*** Working data
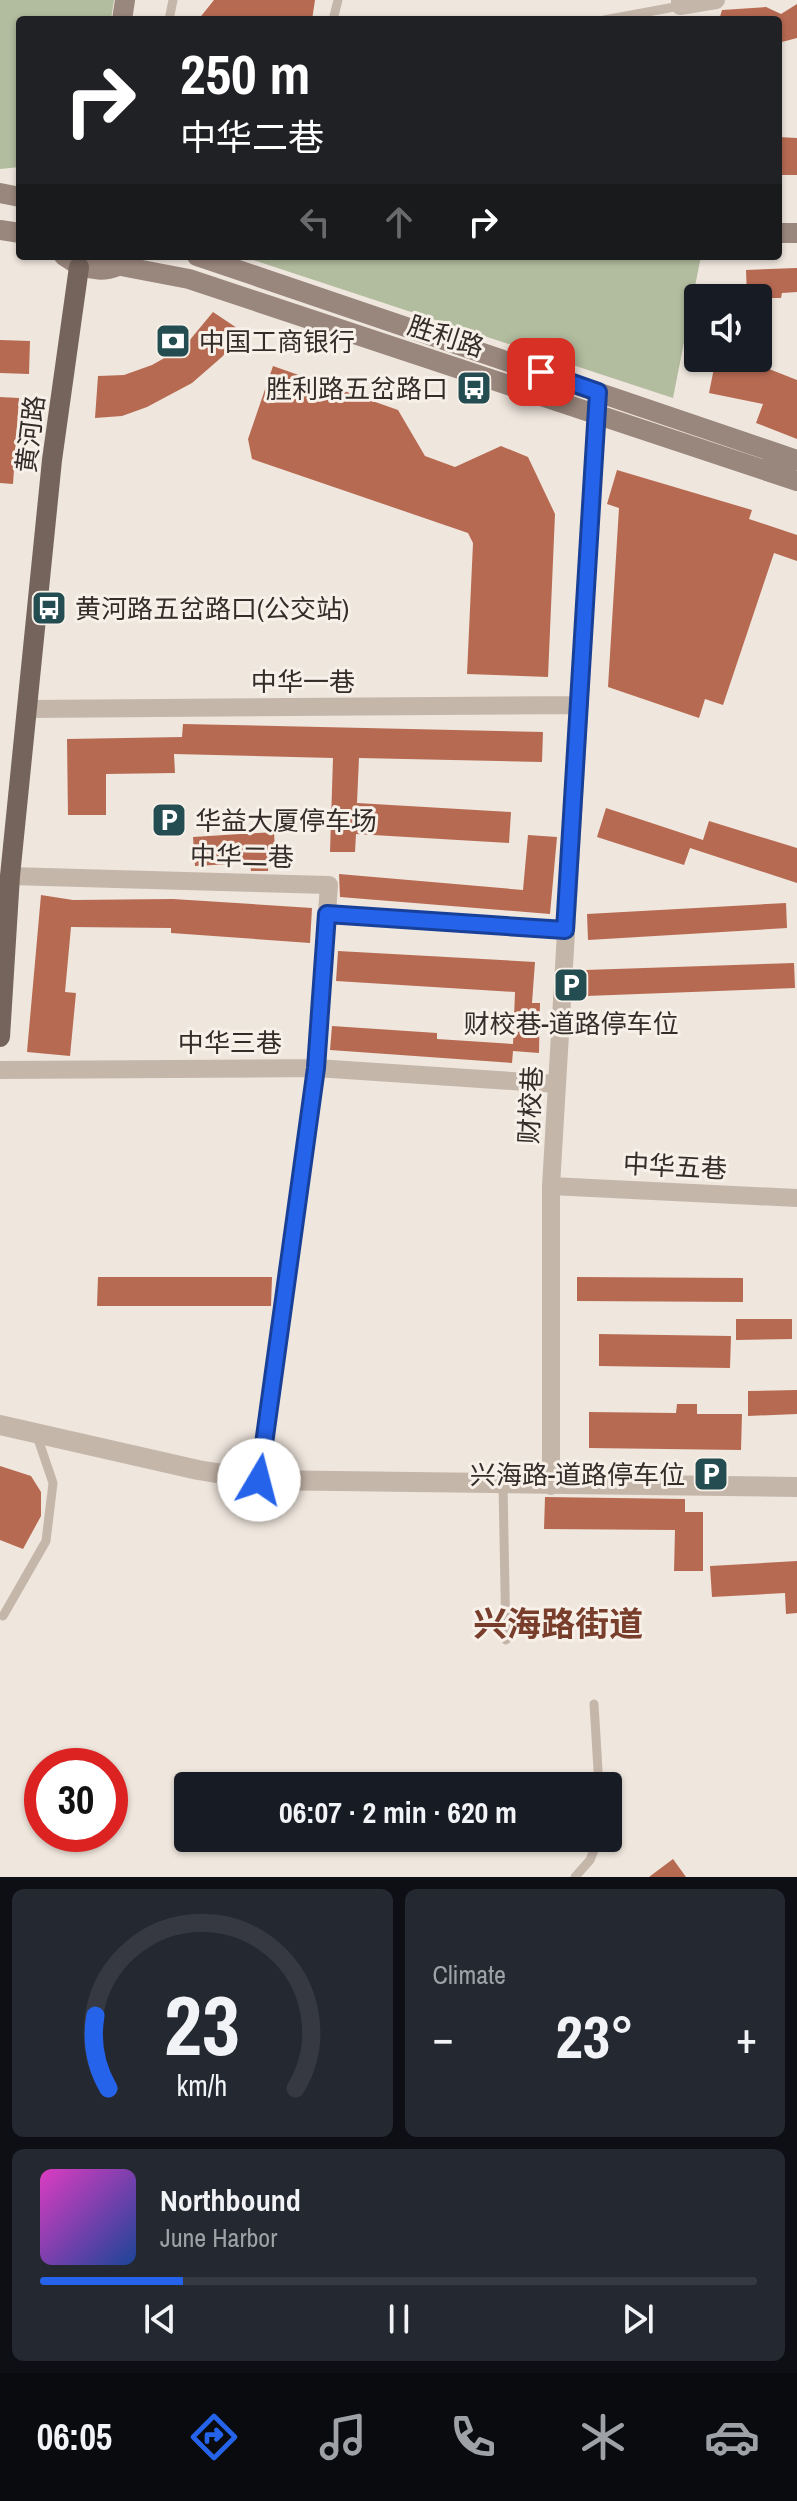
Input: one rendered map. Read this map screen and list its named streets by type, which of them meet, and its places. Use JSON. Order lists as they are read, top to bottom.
{
  "streets": {
    "main road": ["胜利路", "黄河路"],
    "street": [
      "中华一巷",
      "中华二巷",
      "中华三巷",
      "财校巷",
      "中华五巷"
    ]
  },
  "crossings": [
    ["胜利路", "黄河路"],
    ["胜利路", "财校巷"],
    ["黄河路", "中华一巷"],
    ["黄河路", "中华二巷"],
    ["中华一巷", "财校巷"],
    ["中华三巷", "财校巷"],
    ["财校巷", "中华五巷"]
  ],
  "districts": ["兴海路街道"],
  "places": {
    "bank": ["中国工商银行"],
    "bus stop": ["胜利路五岔路口", "黄河路五岔路口(公交站)"],
    "parking": ["华益大厦停车场", "财校巷-道路停车位", "兴海路-道路停车位"]
  },
  "page": {
    "turn": ["250 m", "中华二巷"],
    "limit": "30",
    "trip": "06:07 · 2 min · 620 m",
    "tile": "Climate",
    "heat": ["−", "23°", "+"],
    "song": ["Northbound", "June Harbor"],
    "tabs": "06:05",
    "gauge": ["23", "km/h"]
  }
}
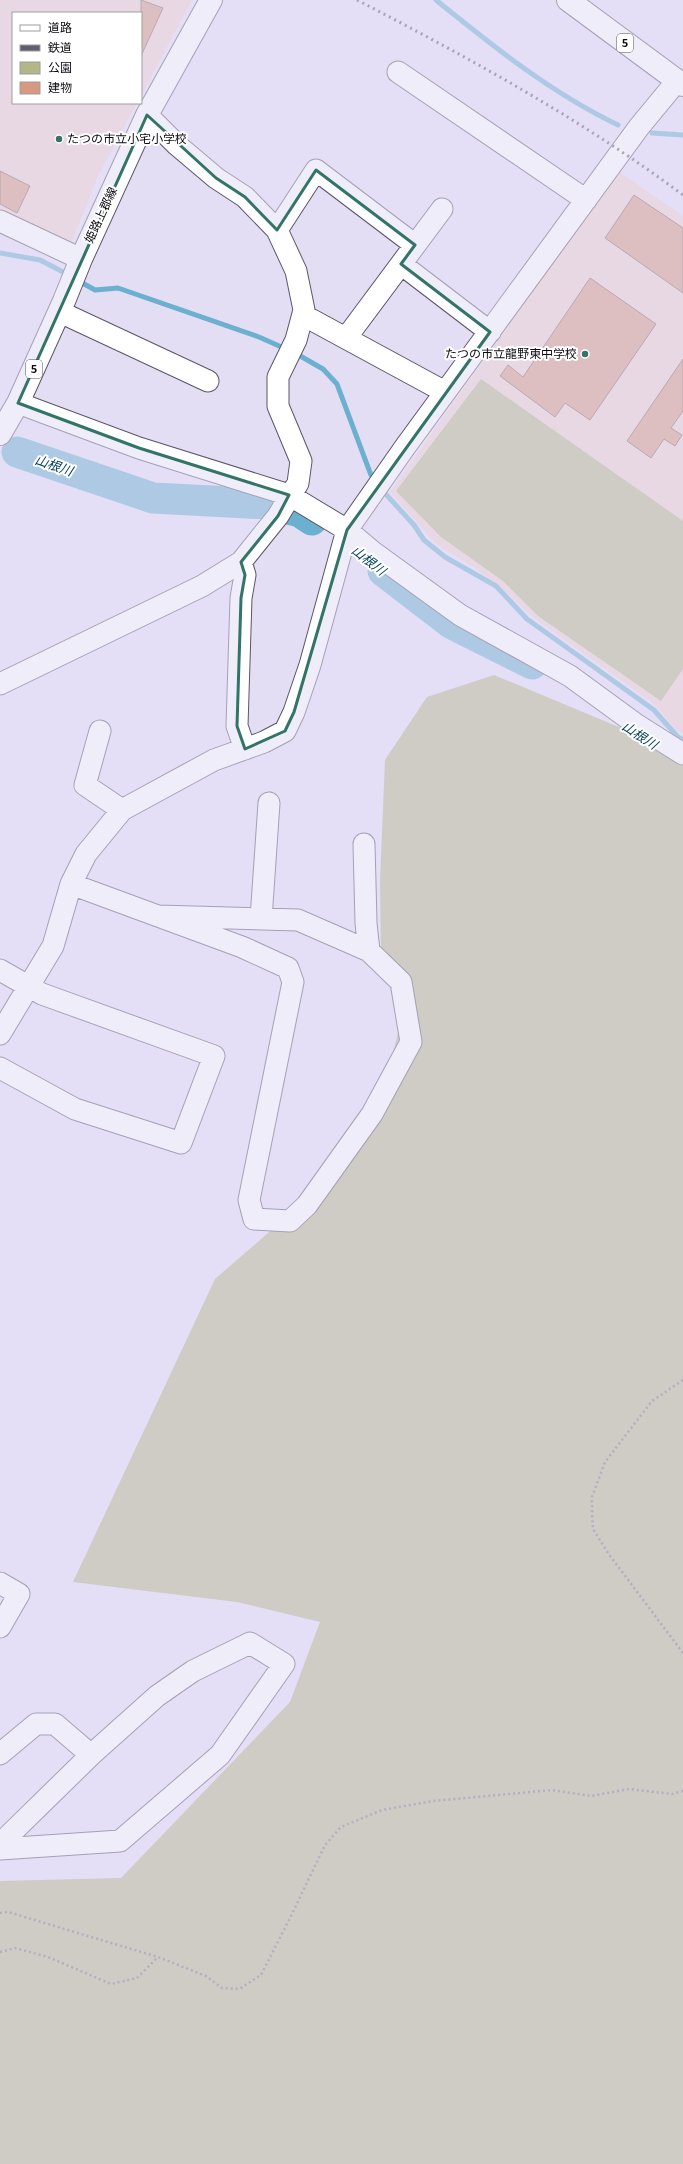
******
[Directions for this task]
The data shown above must be printed again exactly, with no images included.

[Solution below]
Input: one rendered map. Read this map screen and list its named streets by type, which of them meet, and its places. Use JSON. Order lists as they are read, top to bottom.
{
  "streets": {
    "main road": ["胜利路", "黄河路"],
    "street": [
      "中华一巷",
      "中华二巷",
      "中华三巷",
      "财校巷",
      "中华五巷"
    ]
  },
  "crossings": [
    ["胜利路", "黄河路"],
    ["胜利路", "财校巷"],
    ["黄河路", "中华一巷"],
    ["黄河路", "中华二巷"],
    ["中华一巷", "财校巷"],
    ["中华三巷", "财校巷"],
    ["财校巷", "中华五巷"]
  ],
  "districts": ["兴海路街道"],
  "places": {
    "bank": ["中国工商银行"],
    "bus stop": ["胜利路五岔路口", "黄河路五岔路口(公交站)"],
    "parking": ["华益大厦停车场", "财校巷-道路停车位", "兴海路-道路停车位"]
  },
  "page": {
    "turn": ["250 m", "中华二巷"],
    "limit": "30",
    "trip": "06:07 · 2 min · 620 m",
    "tile": "Climate",
    "heat": ["−", "23°", "+"],
    "song": ["Northbound", "June Harbor"],
    "tabs": "06:05",
    "gauge": ["23", "km/h"]
  }
}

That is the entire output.